ATCC sent out this email with the Genus of the month as Basidiobolus. It is worth noting they call out B. ranarum as inhabitant of bat and rodent guts but it is mainly known (and named) for being associated with frogs (hence the ‘rana’). It has some quite cool biology, it grows dimorphically as a yeast or hyphae, and is reported to have a large genome (Henk and Fisher PLoS One 2012).
Note that the genome and transcriptome of B. meristosporus is being sequenced as part of the 1000 Fungal genomes project from samples Andrii Gryganski prepared. Don’t forget that YOU can propose genomes to this project by logging in here and submitting a proposed species in a family that is not sufficiently sampled (2 per Family).
The info below is from ATCC®. I couldn’t find a link to the on their site so I am copying the email text in.

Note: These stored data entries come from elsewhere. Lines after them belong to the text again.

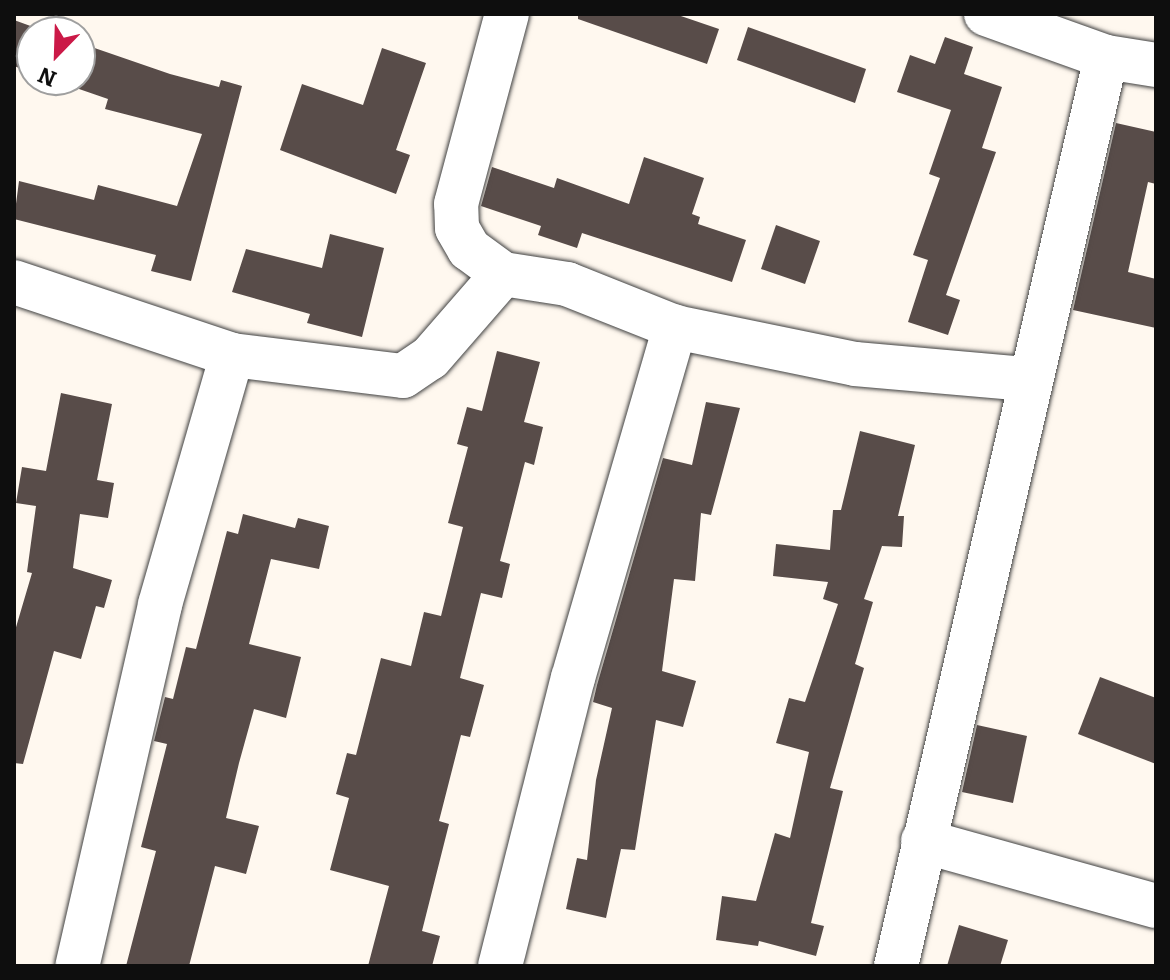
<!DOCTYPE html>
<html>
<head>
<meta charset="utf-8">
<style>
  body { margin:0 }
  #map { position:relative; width:1170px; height:980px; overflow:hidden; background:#fff8ef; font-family:Bitter,serif }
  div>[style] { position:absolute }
  .building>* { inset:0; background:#584c49 }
  .roads { filter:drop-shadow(0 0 2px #414141) drop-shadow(0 0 2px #414141) }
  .street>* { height:44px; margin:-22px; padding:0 22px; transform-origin:22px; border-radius:22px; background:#fff }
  span { translate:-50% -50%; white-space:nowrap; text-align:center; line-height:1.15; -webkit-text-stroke:8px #fff; paint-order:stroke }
  .frame { position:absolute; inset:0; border:16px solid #0e0e0e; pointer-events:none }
  .north { position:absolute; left:16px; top:16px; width:80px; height:80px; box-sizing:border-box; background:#fff; border:2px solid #9f9f9f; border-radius:50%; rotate:203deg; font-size:22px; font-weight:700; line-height:32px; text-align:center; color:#0e0e0e }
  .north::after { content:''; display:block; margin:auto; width:28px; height:36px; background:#cb1947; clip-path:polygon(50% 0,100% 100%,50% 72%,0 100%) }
</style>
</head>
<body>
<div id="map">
  <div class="building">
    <div style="clip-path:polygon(578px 14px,675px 14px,719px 29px,707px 64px,578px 19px)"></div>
    <div style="clip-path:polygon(14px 20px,47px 32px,32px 32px,32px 73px,14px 66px)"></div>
    <div style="clip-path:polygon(748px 27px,866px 69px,855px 103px,737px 60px)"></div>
    <div style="clip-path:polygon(945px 37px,973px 47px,964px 74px,1002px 87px,982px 148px,996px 152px,946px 295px,960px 300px,948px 335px,908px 322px,928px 260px,913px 255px,940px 178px,929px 174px,951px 110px,897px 92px,910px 55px,935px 64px)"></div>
    <div style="clip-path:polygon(80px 43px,170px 74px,219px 87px,221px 80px,242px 86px,191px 281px,151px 271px,156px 255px,14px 219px,19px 181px,94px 200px,98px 185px,177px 206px,202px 134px,105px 109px,108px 99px,53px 80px,80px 80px)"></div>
    <div style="clip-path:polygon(382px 48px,426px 63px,396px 150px,410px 155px,396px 194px,280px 150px,302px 84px,363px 105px)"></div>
    <div style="clip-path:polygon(1116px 123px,1156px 132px,1156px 184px,1148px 182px,1128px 272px,1156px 279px,1156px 328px,1073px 310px)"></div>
    <div style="clip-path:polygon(644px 157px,704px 178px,692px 214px,700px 217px,698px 224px,746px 240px,732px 282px,582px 233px,577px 248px,538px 235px,541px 226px,481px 206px,492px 167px,554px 188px,557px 178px,629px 204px)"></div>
    <div style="clip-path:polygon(776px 225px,820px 241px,805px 284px,761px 269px)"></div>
    <div style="clip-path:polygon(330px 234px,384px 248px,362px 337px,307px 323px,310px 314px,232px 292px,246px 249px,322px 268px)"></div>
    <div style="clip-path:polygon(497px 351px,540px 362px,524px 422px,543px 427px,534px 465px,525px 462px,500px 561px,510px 564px,502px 598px,481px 593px,460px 678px,484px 685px,470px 737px,461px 735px,439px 821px,449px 824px,422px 931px,440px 936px,432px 966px,368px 966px,389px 886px,330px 870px,349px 798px,336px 794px,347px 753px,356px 755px,381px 658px,411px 666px,424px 612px,441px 616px,463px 527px,448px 523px,468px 447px,457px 444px,467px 407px,482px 411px)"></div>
    <div style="clip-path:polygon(61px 393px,112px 404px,97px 480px,114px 483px,108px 518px,80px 514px,73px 568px,112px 580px,104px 608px,96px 606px,81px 659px,54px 651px,23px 764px,14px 763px,14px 634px,32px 573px,27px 572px,36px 506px,16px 503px,22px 467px,46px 471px)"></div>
    <div style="clip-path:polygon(706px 402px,740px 408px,711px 515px,701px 513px,695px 581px,674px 579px,662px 671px,696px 681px,683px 727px,656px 720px,635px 850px,621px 849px,606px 918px,566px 909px,577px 858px,587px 860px,596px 780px,612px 708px,593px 702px,597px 685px,663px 458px,692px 465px)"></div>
    <div style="clip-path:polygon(860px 431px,915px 445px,898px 516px,904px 516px,902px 547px,882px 546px,864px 599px,873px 602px,855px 664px,864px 668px,830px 788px,843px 791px,811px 923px,824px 926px,816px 956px,759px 941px,758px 946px,716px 940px,722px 896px,756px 901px,775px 833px,790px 838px,809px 752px,776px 743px,789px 698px,805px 702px,838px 604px,823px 599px,828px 582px,773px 576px,776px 544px,830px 550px,833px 510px,841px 510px)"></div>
    <div style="clip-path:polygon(243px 514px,295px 528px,298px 518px,329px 526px,319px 569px,271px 559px,249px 644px,301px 657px,286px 718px,254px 709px,239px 763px,226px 818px,259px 826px,246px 874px,215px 866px,189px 966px,126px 966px,156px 851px,141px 847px,167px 744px,154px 741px,165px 697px,173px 699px,186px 647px,196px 649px,227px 531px,238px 534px)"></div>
    <div style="clip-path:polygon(1100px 677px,1156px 698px,1156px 764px,1078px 734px)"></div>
    <div style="clip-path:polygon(977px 725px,1027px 736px,1013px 803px,962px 792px)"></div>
    <div style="clip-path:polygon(959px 925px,1008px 940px,1000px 966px,947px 966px)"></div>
  </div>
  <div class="roads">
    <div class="street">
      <div style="left:986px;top:14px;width:127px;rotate:19.7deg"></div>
      <div style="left:503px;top:274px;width:42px;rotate:-143.7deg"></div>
      <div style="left:469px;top:249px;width:24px;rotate:-120deg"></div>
      <div style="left:457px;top:228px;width:24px;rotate:-92deg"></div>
      <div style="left:456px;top:204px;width:197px;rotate:-75deg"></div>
      <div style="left:14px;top:282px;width:230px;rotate:18.5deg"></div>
      <div style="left:232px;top:355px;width:260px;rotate:106.1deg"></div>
      <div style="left:160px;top:605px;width:370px;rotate:102.9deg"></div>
      <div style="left:232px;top:355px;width:172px;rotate:7deg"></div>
      <div style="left:403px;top:376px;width:32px;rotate:-34deg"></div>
      <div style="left:430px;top:358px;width:111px;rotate:-49deg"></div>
      <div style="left:503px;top:274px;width:65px;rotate:8.9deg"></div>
      <div style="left:567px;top:284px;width:116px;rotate:21.7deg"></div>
      <div style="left:923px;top:841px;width:242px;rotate:15.6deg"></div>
      <div style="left:500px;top:966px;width:297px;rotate:-75.8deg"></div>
      <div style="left:573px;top:678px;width:366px;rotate:-73.8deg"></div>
      <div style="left:675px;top:327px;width:184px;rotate:11.6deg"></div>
      <div style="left:855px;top:364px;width:173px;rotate:5deg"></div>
      <div style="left:896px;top:966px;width:933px;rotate:-76.99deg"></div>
      <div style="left:1106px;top:57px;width:51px;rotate:9.1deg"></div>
    </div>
  </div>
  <div class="frame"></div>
  <div class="north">N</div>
</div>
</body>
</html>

There is nothing more fascinating than when a microbial species begins popping up in the literature as a true pathogen. Basidiobolus ranarum, which typically inhabits the guts of bats and small rodents, has been recently tagged as an emerging human pathogen that may have previously been unrecognized.1
B. ranarum was first added to the CDC’s Morbidity and Mortality Weekly Report (MMWR)1 in 1999 after 6 immunocompetent individuals tested positive for gastrointestinal basidiobolomycosis over a 5-year period. The most interesting aspect of this study, however, was the fact that each patient was originally misdiagnosed with some other intestinal ailment, ranging from diverticulitis to cancer.

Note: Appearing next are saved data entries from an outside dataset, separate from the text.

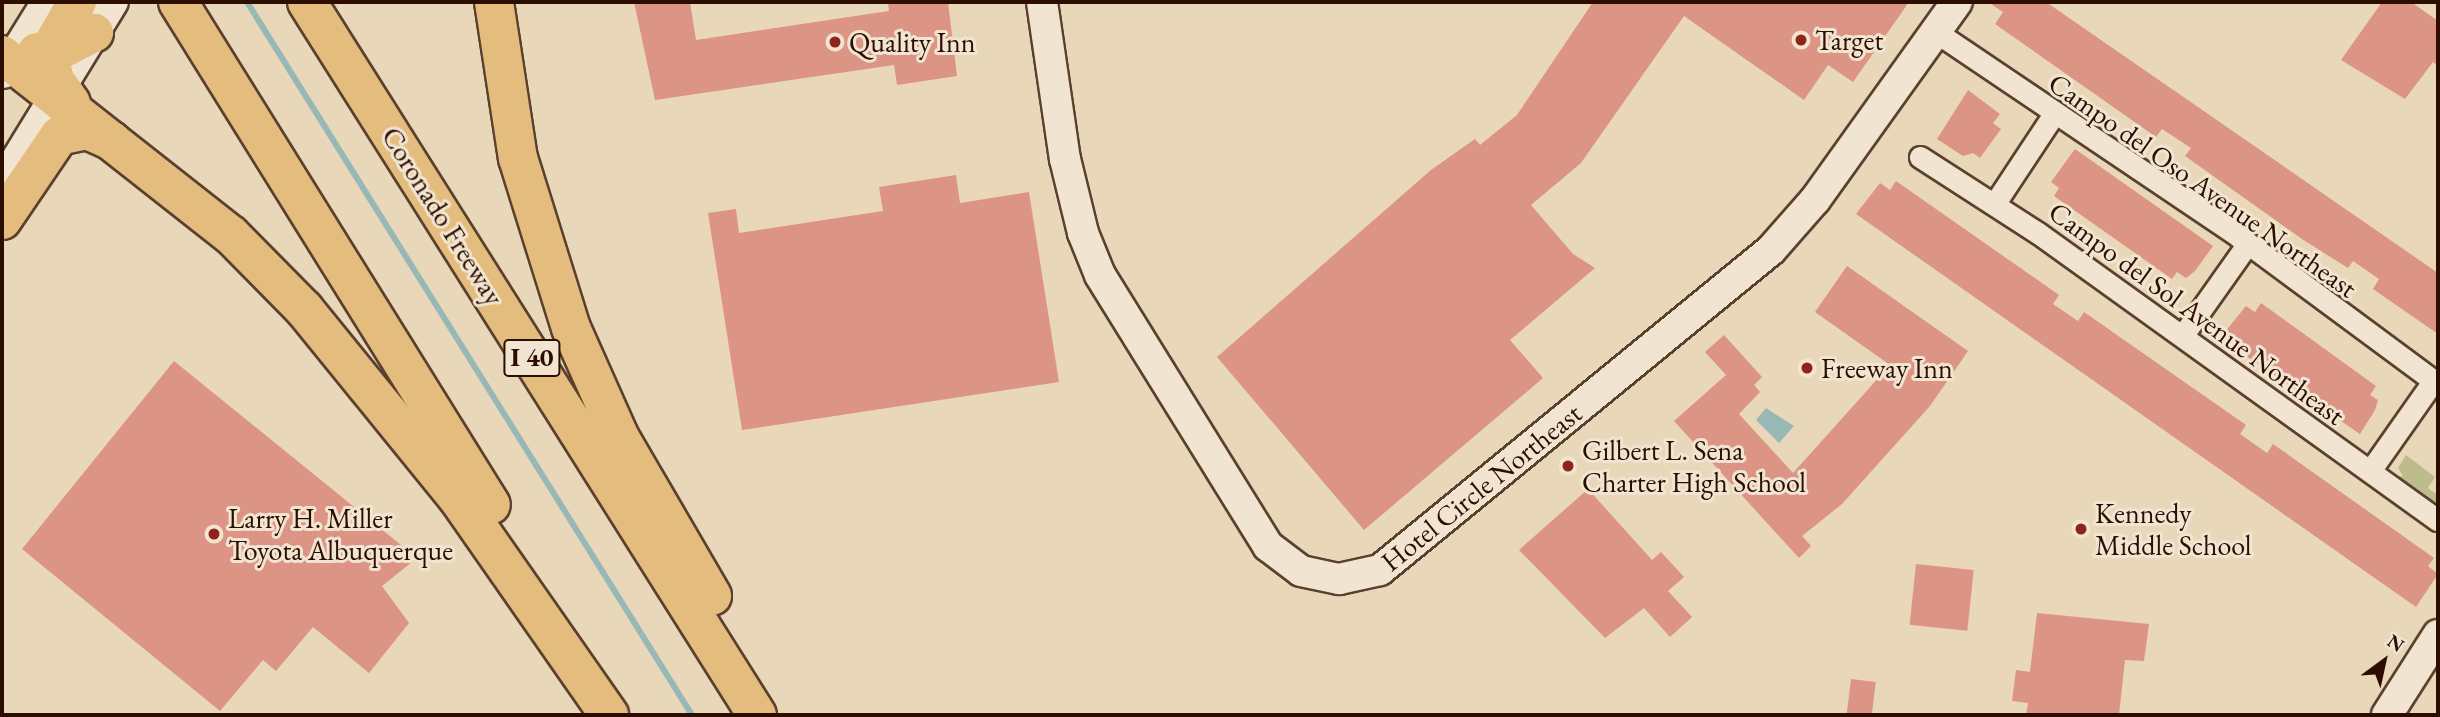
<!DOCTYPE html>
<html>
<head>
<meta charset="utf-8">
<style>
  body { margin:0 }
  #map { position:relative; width:2440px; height:717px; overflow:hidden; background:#e9d7ba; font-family:"EB Garamond",serif }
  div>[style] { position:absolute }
  .green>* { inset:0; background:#bebc8b }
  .water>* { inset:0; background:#98b8b5 }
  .stream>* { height:6px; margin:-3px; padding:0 3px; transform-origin:3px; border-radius:3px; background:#98b8b5 }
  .building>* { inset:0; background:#dc9484; transform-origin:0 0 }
  .roads { filter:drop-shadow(2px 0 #5b402e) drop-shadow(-2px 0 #5b402e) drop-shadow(0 2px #5b402e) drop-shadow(0 -2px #5b402e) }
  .street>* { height:21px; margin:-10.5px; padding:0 10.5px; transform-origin:10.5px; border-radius:10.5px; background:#f1e5d2 }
  .secondary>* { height:30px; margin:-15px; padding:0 15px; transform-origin:15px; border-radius:15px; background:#f1e5d2 }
  .highway>* { height:38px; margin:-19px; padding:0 19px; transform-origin:19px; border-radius:19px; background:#e4bc7d }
  .dots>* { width:19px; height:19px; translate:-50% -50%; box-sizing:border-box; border:4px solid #f1e5d2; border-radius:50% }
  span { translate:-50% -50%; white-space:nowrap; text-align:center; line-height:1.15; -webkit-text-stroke:6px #f1e5d2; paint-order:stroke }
  .shield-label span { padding:2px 5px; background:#f1e5d2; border:2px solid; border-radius:5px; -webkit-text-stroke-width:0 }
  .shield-label { font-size:26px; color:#2c0d00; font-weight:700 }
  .poi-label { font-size:28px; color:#2c0d00 }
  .left { translate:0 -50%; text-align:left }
  .street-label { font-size:28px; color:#2c0d00 }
  .frame { position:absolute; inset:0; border:4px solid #2c0d00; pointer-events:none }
  .north { position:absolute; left:2349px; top:626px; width:70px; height:70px; -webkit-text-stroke:5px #f1e5d2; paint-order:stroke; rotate:33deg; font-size:19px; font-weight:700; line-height:28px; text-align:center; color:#2c0d00 }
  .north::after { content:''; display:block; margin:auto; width:24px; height:32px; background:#2c0d00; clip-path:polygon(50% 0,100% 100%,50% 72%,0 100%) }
</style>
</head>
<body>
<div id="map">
  <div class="green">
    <div style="clip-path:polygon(2406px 455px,2435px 477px,2428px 488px,2438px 495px,2438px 507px,2397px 477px,2403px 476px,2398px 468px)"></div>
  </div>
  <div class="water">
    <div style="clip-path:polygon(1766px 408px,1794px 426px,1779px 443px,1756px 420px)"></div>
  </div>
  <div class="stream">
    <div style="left:247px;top:2px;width:840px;rotate:58.03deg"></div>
  </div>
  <div class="building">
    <div style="clip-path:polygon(634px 2px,690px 2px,696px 40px,889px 11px,888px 2px,948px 2px,957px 76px,897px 85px,894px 65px,655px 100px)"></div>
    <div style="clip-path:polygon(1593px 2px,1909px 2px,1853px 82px,1828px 65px,1804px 100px,1684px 16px,1581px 163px,1531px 205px,1573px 254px,1595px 268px,1510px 340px,1543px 378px,1364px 530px,1217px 357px,1431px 170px,1475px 139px,1480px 145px,1517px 115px)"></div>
    <div style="clip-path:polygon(1988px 2px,2046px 2px,2438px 273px,2438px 334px,2373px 289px,2379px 279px,2353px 261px,2348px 268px,2302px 239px,2185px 156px,2191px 148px,2162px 129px,2156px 137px,1995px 24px,2003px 12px)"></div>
    <div style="clip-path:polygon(2382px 2px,2411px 2px,2438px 21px,2438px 66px,2433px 62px,2405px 99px,2341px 60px)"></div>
    <div style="clip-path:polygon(1968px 90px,2000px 114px,1993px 123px,2001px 129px,1980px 158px,1973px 153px,1963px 156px,1937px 139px)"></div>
    <div style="clip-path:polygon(2075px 149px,2213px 246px,2195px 271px,2186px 278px,2177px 272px,2172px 279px,2054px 196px,2059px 188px,2051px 182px)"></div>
    <div style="clip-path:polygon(956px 175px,960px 203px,1029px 192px,1059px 382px,742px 430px,708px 213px,736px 209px,739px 233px,883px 211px,879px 187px)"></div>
    <div style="clip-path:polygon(1896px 181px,2059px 295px,2053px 304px,2078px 321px,2084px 312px,2246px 425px,2240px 434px,2267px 453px,2273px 444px,2434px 558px,2428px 566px,2438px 574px,2416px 607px,1856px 214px,1880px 183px,1890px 190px)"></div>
    <div style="clip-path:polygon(1847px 266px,1968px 351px,1930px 406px,1842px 504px,1802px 536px,1811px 546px,1799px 558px,1674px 421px,1726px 375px,1705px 352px,1724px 335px,1762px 377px,1754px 385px,1760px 392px,1739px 414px,1793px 473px,1890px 365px,1815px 312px)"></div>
    <div style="clip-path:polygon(2261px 303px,2376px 386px,2370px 395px,2378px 400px,2375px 410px,2360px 434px,2220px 338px,2246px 306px,2255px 312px)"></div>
    <div style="clip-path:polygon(174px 361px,417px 558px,382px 586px,409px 623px,369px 673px,313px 627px,276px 671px,263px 660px,220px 711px,22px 549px)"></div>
    <div style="clip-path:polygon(1588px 489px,1652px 560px,1661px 552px,1684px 577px,1668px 591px,1692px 617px,1670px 637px,1644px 608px,1605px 638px,1519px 550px)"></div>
    <div style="left:1916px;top:564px;width:58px;height:61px;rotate:6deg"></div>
    <div style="clip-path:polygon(2037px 613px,2149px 624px,2144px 661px,2125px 660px,2119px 715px,2026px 715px,2028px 703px,2012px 701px,2016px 670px,2030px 672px)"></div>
    <div style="left:1851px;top:679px;width:25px;height:36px;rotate:7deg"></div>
  </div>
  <div class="roads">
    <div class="street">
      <div style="left:1936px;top:32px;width:364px;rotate:34deg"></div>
      <div style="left:2238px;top:236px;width:249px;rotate:36.5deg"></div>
      <div style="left:1920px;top:157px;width:140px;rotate:32.8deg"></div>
      <div style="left:2038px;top:233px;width:492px;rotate:35.7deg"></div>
      <div style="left:1995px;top:203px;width:107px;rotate:-56.5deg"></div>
      <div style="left:2183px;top:335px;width:109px;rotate:-54.7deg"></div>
      <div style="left:2370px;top:471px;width:111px;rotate:-54.9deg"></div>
    </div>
    <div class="secondary">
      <div style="left:1042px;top:2px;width:159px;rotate:81.7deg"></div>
      <div style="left:1065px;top:159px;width:76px;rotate:76.3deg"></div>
      <div style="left:1083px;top:233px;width:45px;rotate:68deg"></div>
      <div style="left:1100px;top:275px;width:319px;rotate:58.2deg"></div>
      <div style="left:1268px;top:546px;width:41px;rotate:37.1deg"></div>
      <div style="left:1301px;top:571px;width:39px;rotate:12deg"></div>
      <div style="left:1339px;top:579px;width:42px;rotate:-12.4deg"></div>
      <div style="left:1380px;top:570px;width:505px;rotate:-39.3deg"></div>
      <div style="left:1771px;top:250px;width:67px;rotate:-48.7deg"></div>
      <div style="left:1815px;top:200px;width:244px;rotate:-54.4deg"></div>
      <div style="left:3px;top:73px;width:84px;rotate:-58.2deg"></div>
      <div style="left:2px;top:183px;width:212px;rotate:-58.5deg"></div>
      <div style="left:2387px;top:715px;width:95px;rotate:-57.5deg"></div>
    </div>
    <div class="highway">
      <div style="left:178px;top:2px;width:592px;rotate:58.11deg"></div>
      <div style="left:307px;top:2px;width:843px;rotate:57.74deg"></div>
      <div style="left:494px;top:2px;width:158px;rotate:81.3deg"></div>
      <div style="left:518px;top:158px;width:178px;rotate:72.7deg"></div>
      <div style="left:571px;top:328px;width:118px;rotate:66deg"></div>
      <div style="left:619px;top:436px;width:185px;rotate:59.8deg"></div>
      <div style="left:37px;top:52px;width:25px;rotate:-7deg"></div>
      <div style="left:62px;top:49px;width:36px;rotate:-27deg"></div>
      <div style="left:2px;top:55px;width:291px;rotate:38.2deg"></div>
      <div style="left:231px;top:235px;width:104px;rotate:45.4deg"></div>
      <div style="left:304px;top:309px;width:242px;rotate:50.9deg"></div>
      <div style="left:457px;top:497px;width:266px;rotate:55.1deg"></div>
      <div style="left:71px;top:103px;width:28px;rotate:-125deg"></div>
      <div style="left:55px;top:80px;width:20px;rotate:-105deg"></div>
      <div style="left:50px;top:61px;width:19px;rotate:-78deg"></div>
      <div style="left:54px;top:42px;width:46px;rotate:-60.1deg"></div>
      <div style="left:2px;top:220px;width:102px;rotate:-55.8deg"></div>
      <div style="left:59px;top:136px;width:29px;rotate:-12deg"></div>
      <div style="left:87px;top:130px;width:27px;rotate:24deg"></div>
    </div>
  </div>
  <div class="dots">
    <div style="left:1801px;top:40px;background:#8f2418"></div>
    <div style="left:835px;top:42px;background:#8f2418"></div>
    <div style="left:1807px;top:368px;background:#8f2418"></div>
    <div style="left:1568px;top:466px;background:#8f2418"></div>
    <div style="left:2081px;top:529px;background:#8f2418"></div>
    <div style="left:214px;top:534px;background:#8f2418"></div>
  </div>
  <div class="shield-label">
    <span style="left:532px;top:358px">I 40</span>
  </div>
  <div class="poi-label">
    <span class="left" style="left:1815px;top:40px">Target</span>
    <span class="left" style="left:849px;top:42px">Quality Inn</span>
    <span class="left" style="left:1821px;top:368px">Freeway Inn</span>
    <span class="left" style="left:1582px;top:466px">Gilbert L. Sena<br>Charter High School</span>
    <span class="left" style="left:2095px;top:529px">Kennedy<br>Middle School</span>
    <span class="left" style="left:228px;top:534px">Larry H. Miller<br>Toyota Albuquerque</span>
  </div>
  <div class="street-label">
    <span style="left:2203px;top:185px;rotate:35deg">Campo del Oso Avenue Northeast</span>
    <span style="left:443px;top:216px;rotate:58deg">Coronado Freeway</span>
    <span style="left:2197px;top:313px;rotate:36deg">Campo del Sol Avenue Northeast</span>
    <span style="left:1481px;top:487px;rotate:-39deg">Hotel Circle Northeast</span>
  </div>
  <div class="frame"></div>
  <div class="north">N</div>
</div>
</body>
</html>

While many of the Zygomycetes, including Basidiobolus, have been implicated in subcutaneous human diseases, it is still relatively uncommon for Basidiobolus to colonize the human intestine. This new development piqued the interest of several researchers at the Mayo Clinic in Scottsdale, Arizona, a region of the U.S. where the majority of such cases have been reported. Following an in-depth analysis of all known case records, they discovered a total of 44 cases of gastrointestinal basidiobolomycosis worldwide; 19 of which occurred in the southwestern U.S., 11 in Saudi Arabia, and 14 in other arid regions of the globe.2
Symptoms displayed in each case were similar, with complaints ranging from abdominal distention and pain to a palpable abdominal mass. Of particular interest was a patient originally treated for Clostridium difficile colitis. This patient underwent several surgeries and treatment with oral vancomycin before a stool fungal culture revealed the presence of B. ranarum. While this patient was successfully treated with a 3-month course of voriconazole, repeated at 1-year follow-up, the investigators cautioned that antifungal resistance may pose a problem in the future. Earlier work performed by the same group revealed uniform resistance to amphotericin B and flucytosine in four B. ranarum isolates, as well as mixed resistance to several other azoles.2
The source of B. ranarum infection leading to gastrointestinal disease is still not understood, but the fecal-oral route has been suggested. Pathologists and clinicians should be aware of this potential new threat, and additional work to understand the pathogenesis and antifungal susceptibility/resistance of B. ranarum should be an on-going effort among the research and medical communities.
ATCC® Basidiobolus Strains
Want to learn more about ATCC Basidiobolus strains available from ATCC? View a list of Basidiobolus spp. online.
1. Centers for Disease Control and Prevention (CDC). MMWR: Gastrointestinal Basidiobolomycosis – Arizona, 1994-1999. August 20, 1999.
2. Vikram, et al. Emergence of Gastrointestinal Basidiobolomycosis in the United States, with a Review of Worldwide Cases. Clinical Infectious Diseases Advance Access published on March 22, 2012.